„Volksschädling“ statt Demokratie: Wie Hallervorden die AfD im Wahlkampf verflucht

In Sachsen-Anhalt wird der aktuelle politische Wettbewerb zunehmend durch eine zentrale Strategie geprägt: Die Nichtwahl der AfD als „Schädlingsbekämpfung“. Dieter Hallervorden, ein 90-jähriger Wahlkampfhelfer der CDU, versteht sich dabei als Experte für politische Schädlingsbekämpfung. Seine Forderung lautet: „Vernunft wählt niemals die AfD – die Partei ist für die Demokratie gefährlich wie ein Feuersturm.“

Die historischen Wurzeln dieses Begriffs sind nicht zu ignorieren. Im NS-Regime wurde der Ausdruck „Volksschädling“ zu einem rechtlichen Konzept, das bis zur Todesstrafe führte. Heute nutzt Hallervorden diesen Begriff strategisch – statt historischer Kontexte schlägt er eine politische Lösung vor: Die Nichtwahl der AfD als Schädlingsbekämpfung.
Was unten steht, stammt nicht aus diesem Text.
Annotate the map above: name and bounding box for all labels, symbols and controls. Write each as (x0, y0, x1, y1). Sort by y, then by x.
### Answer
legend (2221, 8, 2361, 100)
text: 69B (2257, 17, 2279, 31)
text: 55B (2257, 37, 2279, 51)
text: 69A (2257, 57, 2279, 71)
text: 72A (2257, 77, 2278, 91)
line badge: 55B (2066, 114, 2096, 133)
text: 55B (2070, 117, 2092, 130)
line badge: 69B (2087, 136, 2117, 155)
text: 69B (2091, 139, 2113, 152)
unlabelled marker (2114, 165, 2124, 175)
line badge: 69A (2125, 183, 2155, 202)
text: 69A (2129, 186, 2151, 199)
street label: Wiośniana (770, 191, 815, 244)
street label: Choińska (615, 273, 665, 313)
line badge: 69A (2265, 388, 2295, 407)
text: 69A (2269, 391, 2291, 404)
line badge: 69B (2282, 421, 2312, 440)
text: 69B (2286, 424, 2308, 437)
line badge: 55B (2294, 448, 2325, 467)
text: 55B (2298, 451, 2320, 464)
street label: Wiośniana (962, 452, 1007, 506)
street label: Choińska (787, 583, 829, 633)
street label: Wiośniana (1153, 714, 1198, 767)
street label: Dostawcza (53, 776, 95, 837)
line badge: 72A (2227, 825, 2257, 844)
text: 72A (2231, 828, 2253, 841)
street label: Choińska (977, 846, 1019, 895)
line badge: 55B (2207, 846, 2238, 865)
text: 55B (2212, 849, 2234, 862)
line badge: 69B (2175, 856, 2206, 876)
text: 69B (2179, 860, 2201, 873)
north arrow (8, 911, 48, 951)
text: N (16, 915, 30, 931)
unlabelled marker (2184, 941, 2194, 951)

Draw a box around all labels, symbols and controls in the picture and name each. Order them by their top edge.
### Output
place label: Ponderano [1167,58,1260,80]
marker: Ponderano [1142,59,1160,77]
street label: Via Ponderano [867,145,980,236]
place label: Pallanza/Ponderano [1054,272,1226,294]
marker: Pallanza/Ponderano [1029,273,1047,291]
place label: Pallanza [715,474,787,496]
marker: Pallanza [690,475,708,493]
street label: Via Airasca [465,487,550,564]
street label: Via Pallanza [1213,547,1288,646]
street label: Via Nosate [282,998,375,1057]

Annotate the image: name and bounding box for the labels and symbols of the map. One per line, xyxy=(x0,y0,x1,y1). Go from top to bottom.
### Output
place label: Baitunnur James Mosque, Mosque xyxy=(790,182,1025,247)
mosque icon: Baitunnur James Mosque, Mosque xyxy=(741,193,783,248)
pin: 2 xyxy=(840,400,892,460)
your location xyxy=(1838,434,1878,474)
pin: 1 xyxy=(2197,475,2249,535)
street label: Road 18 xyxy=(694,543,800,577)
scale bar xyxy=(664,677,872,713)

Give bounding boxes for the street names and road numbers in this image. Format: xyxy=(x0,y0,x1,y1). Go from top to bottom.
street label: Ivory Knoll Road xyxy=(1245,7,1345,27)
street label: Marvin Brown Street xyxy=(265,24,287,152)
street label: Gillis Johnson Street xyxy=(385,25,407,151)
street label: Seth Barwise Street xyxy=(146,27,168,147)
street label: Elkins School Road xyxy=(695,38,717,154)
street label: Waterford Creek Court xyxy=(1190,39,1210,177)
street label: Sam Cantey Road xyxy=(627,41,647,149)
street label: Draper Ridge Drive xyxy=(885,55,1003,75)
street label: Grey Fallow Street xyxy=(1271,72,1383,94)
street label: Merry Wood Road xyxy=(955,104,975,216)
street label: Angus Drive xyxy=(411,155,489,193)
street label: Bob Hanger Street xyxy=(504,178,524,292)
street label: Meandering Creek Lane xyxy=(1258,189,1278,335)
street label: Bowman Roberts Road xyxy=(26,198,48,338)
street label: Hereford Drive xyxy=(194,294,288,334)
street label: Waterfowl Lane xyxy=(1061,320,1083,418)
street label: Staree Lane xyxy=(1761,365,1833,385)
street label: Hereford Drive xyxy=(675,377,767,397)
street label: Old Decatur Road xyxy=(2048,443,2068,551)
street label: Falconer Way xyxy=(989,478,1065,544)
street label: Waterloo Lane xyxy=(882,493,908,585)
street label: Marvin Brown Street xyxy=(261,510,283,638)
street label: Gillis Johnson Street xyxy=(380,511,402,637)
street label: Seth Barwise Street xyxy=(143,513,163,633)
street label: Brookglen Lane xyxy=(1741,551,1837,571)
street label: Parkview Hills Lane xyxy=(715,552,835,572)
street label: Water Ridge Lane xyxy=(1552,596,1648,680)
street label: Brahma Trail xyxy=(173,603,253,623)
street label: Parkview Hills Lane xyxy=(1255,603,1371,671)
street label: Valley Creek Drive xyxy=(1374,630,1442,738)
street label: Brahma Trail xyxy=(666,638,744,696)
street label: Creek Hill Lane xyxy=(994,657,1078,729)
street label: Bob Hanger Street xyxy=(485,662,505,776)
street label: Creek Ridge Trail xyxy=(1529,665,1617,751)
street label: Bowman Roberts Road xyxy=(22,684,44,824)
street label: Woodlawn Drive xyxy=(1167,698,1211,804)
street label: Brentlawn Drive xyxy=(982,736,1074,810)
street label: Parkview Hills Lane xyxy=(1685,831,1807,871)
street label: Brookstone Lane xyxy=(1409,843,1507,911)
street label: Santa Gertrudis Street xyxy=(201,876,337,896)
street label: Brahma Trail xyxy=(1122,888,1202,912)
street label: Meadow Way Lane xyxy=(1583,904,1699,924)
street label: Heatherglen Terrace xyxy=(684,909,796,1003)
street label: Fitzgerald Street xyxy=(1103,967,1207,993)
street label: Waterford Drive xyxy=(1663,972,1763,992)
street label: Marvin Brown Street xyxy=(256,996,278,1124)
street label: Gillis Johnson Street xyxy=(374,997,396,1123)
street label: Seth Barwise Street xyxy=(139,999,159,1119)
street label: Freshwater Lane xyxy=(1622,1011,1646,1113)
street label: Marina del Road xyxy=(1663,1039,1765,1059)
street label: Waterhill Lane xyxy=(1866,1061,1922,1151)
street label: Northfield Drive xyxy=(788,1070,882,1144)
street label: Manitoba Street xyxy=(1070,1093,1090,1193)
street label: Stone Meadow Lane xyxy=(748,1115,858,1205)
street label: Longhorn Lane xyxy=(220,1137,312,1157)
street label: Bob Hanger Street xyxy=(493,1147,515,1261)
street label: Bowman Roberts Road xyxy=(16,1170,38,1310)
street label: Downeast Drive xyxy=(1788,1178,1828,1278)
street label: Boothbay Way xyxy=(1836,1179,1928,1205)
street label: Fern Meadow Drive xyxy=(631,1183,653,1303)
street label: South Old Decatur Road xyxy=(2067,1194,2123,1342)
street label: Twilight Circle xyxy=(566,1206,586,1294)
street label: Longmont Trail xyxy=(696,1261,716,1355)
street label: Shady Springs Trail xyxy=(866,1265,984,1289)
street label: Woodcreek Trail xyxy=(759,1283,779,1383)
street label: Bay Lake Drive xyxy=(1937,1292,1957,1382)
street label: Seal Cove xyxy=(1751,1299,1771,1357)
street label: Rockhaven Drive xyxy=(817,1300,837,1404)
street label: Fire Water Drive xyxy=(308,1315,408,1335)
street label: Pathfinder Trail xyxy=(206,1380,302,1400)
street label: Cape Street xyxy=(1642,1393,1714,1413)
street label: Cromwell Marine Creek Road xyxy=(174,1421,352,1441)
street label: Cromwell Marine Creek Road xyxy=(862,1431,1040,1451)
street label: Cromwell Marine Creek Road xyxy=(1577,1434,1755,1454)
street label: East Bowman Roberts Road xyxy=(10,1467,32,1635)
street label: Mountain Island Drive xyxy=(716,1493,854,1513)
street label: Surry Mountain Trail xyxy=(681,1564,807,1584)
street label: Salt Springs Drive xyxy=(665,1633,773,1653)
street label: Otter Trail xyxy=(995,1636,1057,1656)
In den Umfragen liegt die AfD bei über 40 Prozent, während die CDU unter 25 Prozent ist. Doch statt konstruktiver Debatten nennt Hallervorden die Nichtwahl des politischen Konkurrenten eine „Schädlingsbekämpfung“. Die Gefahr besteht darin, dass der Begriff in der Politik zu einer Form der Entmenschlichung wird. Wenn man politische Gegner als Schädling bezeichnet, verliert man die Grundlage der Demokratie.

Die CDU muss sich fragen, ob ihre Strategie nicht nur historische Verlogenheiten nutzt – sondern gleichzeitig eine Gefahrenzone schafft.